Wieners never got rich from poetry. And he lived his later years in
quite basic circumstances..
I’ve deliberately not quoted
lines from his poems, because to do so would, I feel, give an
unsatisfactory impression of his work. It really does need to be
read in context. The same might be said of Jack Spicer, and the
poems in A Book of Music
depend on each other for their cumulative effect. It’s a small book,
with the poems seemingly dating from 1958 or so, but only published
as a collection in 1969 by White Rabbit Press. I came across a brief
reference to A Book of Music, which appears to have been known to Spicer’s
friends and associates in San Francisco in the late-1950s, in the
biography by Lewis Ellingham and Kevin Killian,
Poet Be Like God: Jack Spicer
and the San Francisco Renaissance (Wesleyan University Press,
Hanover, 1988).
From all accounts, Spicer was not
the easiest person in the world to get along with. He could be
argumentative – did his alcoholism have anything to do with this? -
and carried on feuds with other poets.
It seems he was misogynistic
and expressed racist opinions at times. I don’t want to say too much
about those aspects of his character – the aforementioned biography
deals with them in detail – but there is a telling quote about a
visit Spicer made to New
York which, someone
said, “brought out all the most unlikable parts of Spicer -
his emotional rigidity, his scorn, and the latent, and
hideous, anti-semitism”.
Leaving all that aside, and none
of it is evident in the poems in
A Book of Music,
it’s evident that Spicer,
like Wieners, had a troubled life, some of it resulting from the
tensions he experienced as a gay man in what was a fundamentally
hostile society. Jack Spicer (born 1925) died in the poverty ward of
a San Francisco hospital in 1965. John Wieners (born1934), outlived
him and died in a Boston hospital in 2002.
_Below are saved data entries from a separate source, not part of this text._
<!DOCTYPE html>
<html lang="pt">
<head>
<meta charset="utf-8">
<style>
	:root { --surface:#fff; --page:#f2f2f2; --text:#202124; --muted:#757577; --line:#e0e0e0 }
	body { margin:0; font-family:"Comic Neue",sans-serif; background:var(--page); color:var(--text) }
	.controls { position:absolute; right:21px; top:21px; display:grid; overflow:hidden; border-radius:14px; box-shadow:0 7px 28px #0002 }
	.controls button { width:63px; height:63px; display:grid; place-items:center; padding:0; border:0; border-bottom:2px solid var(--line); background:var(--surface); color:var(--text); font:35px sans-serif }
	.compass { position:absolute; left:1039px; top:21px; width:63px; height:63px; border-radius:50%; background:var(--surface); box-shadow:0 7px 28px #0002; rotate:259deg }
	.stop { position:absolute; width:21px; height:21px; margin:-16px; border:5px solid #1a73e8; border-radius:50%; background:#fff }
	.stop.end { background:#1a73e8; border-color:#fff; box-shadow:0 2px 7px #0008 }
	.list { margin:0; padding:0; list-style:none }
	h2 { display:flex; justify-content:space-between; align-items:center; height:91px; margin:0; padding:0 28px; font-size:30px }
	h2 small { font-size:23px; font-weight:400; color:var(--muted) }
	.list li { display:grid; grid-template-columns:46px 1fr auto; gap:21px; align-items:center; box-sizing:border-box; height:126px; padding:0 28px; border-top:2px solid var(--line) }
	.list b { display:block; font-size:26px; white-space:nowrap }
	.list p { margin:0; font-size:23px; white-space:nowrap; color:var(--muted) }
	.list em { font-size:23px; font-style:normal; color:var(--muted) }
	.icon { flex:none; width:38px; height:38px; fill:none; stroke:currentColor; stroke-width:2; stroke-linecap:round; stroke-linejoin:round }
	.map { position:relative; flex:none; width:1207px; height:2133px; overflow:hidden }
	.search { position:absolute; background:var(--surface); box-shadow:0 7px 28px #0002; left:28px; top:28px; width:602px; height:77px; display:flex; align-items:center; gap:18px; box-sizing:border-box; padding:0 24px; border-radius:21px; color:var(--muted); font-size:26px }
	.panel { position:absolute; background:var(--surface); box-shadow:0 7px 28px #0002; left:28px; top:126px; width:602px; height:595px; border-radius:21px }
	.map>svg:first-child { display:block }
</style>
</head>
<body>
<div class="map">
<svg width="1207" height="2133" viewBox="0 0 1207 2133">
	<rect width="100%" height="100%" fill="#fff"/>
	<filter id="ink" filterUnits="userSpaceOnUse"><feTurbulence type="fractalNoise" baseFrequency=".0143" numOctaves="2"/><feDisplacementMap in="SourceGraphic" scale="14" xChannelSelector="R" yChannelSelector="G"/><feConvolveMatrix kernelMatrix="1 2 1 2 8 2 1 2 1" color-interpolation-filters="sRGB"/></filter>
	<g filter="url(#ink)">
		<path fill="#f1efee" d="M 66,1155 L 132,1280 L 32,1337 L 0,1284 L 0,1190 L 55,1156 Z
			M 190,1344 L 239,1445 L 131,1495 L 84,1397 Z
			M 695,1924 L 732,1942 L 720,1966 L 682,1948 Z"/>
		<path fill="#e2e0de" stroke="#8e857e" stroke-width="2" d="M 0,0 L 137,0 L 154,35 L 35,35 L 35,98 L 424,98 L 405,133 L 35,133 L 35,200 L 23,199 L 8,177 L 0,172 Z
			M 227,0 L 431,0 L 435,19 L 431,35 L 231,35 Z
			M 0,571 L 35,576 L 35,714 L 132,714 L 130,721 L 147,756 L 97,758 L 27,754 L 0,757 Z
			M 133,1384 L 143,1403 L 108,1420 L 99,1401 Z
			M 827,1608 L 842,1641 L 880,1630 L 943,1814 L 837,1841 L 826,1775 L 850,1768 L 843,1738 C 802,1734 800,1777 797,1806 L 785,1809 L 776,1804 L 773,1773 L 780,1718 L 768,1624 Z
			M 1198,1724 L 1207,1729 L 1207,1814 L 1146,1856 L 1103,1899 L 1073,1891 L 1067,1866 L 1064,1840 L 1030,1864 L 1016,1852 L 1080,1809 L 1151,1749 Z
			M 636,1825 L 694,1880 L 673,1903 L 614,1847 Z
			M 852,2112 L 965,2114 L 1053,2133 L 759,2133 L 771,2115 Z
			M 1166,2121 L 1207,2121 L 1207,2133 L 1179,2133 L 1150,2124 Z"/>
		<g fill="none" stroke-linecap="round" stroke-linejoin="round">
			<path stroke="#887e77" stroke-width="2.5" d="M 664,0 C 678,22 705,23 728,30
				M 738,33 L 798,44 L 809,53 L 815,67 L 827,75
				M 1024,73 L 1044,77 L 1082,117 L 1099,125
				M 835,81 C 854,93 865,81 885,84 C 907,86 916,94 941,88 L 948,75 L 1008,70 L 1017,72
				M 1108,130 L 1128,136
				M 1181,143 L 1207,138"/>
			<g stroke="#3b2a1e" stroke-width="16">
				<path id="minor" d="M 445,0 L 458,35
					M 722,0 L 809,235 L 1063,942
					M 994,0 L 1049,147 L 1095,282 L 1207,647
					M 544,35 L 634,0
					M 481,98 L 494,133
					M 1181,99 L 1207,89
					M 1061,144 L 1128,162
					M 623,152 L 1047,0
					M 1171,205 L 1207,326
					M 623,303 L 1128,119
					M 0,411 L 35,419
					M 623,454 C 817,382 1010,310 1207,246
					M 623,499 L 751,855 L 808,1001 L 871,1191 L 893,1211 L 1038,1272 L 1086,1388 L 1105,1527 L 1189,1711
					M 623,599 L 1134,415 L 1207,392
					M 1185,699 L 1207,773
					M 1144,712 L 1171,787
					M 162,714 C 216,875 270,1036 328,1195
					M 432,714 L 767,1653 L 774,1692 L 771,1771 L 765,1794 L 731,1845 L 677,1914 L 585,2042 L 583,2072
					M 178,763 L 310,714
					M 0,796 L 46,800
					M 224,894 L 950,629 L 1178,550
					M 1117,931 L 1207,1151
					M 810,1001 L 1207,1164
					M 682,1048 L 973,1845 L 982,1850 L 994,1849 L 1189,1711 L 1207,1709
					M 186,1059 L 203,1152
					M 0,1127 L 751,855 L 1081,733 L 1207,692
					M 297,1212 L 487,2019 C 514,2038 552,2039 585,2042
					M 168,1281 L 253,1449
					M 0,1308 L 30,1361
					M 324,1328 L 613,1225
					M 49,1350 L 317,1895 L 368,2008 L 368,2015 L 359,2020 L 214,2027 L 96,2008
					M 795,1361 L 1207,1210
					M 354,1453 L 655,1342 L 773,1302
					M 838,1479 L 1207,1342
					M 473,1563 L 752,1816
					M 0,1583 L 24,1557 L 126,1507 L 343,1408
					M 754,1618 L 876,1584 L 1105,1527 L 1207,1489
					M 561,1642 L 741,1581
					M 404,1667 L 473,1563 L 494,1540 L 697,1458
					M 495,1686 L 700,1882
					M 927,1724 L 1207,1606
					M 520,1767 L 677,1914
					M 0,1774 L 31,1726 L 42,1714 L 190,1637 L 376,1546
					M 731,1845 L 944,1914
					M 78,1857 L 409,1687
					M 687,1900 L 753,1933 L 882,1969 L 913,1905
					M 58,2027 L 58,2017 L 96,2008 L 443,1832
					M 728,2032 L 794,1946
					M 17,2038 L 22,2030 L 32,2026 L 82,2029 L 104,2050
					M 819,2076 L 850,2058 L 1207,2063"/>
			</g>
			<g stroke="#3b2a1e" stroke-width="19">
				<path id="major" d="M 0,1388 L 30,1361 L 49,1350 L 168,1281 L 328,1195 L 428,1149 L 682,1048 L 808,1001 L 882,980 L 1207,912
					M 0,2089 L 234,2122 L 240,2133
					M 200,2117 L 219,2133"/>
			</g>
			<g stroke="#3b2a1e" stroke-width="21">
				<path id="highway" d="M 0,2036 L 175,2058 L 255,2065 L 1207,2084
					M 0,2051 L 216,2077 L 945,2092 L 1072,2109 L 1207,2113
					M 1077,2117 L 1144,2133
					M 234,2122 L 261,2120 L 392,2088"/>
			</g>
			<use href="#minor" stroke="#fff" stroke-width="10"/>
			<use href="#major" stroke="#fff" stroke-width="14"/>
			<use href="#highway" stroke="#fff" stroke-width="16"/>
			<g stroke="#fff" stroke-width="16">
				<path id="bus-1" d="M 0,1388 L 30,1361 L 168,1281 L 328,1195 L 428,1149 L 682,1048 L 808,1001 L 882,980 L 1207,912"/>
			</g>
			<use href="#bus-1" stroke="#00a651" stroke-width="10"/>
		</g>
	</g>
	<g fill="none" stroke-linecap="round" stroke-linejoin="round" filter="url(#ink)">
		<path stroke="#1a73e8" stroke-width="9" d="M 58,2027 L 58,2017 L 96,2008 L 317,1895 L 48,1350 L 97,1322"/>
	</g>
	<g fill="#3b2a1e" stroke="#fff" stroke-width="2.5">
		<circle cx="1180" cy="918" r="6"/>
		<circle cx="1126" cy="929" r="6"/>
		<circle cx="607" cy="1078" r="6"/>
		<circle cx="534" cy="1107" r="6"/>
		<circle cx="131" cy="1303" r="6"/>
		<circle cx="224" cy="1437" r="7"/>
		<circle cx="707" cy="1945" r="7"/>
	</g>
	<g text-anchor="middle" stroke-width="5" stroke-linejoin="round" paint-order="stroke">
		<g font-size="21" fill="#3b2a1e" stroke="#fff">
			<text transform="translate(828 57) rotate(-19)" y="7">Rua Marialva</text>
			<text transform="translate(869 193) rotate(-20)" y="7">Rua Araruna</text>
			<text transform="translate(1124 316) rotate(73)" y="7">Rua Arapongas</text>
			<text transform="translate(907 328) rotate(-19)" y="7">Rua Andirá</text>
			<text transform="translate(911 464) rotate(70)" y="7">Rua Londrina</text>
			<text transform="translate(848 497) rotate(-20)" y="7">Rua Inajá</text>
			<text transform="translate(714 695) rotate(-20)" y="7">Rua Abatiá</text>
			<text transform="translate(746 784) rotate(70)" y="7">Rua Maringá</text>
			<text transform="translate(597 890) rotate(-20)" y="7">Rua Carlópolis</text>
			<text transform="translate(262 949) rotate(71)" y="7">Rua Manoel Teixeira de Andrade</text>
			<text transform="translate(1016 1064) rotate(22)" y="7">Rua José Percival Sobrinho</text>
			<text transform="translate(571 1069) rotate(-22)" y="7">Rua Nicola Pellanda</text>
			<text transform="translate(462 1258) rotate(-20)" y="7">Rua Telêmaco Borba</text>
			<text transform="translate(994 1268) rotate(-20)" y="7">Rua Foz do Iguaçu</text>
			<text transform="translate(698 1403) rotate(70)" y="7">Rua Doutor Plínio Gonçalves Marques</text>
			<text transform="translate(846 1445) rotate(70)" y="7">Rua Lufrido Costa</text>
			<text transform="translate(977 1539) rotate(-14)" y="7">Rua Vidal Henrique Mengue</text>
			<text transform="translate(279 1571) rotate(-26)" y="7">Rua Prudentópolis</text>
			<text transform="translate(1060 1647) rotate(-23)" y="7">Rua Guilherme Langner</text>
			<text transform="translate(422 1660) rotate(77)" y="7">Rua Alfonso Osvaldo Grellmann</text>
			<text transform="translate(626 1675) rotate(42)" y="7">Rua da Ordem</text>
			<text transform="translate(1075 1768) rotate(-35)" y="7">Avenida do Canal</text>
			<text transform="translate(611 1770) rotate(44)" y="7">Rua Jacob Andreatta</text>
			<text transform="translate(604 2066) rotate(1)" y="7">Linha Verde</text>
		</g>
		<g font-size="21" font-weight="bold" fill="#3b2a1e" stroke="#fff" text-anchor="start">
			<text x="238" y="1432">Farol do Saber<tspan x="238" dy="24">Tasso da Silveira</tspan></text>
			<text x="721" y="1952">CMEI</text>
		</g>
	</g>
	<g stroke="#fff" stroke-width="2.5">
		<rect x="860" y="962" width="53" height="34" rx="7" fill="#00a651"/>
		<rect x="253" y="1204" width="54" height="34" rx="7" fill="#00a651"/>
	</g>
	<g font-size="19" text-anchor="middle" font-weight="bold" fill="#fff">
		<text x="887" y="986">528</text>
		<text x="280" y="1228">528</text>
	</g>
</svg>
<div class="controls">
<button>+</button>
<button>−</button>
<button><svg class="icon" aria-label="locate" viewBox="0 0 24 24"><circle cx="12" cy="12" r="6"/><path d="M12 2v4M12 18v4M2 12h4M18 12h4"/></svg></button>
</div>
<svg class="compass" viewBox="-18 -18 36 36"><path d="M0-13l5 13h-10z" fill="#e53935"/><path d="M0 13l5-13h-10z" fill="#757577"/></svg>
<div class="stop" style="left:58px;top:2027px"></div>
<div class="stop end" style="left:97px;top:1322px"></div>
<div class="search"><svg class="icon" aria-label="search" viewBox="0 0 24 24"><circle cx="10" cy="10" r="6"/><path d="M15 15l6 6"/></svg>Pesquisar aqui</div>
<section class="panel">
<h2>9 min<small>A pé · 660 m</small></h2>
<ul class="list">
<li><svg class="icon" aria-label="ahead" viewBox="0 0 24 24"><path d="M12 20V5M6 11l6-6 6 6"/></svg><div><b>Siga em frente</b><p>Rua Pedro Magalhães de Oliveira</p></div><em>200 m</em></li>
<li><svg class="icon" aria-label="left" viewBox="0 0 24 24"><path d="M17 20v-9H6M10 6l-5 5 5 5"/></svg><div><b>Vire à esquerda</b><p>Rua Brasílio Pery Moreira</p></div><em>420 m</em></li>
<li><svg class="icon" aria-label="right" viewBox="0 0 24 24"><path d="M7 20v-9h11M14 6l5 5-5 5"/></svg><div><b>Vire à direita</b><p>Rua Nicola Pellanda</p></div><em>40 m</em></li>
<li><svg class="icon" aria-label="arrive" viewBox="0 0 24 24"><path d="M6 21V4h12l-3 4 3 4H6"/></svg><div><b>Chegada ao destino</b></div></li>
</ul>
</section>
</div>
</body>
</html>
It’s good to see these two books
in print. I doubt that Spicer’s poetry will ever be popular, or
perhaps even read by more than a few scholars or literary historians
interested in what was happening on the West Coast in the late-1950s
and early-1960s. John Wieners has a greater chance of being
remembered. He published on a wider basis with both poetry and
prose, though we shouldn’t overlook Spicer’s posthumously published
detective novel, The Tower of
Babel (Talisman House, Hoboken, 1994).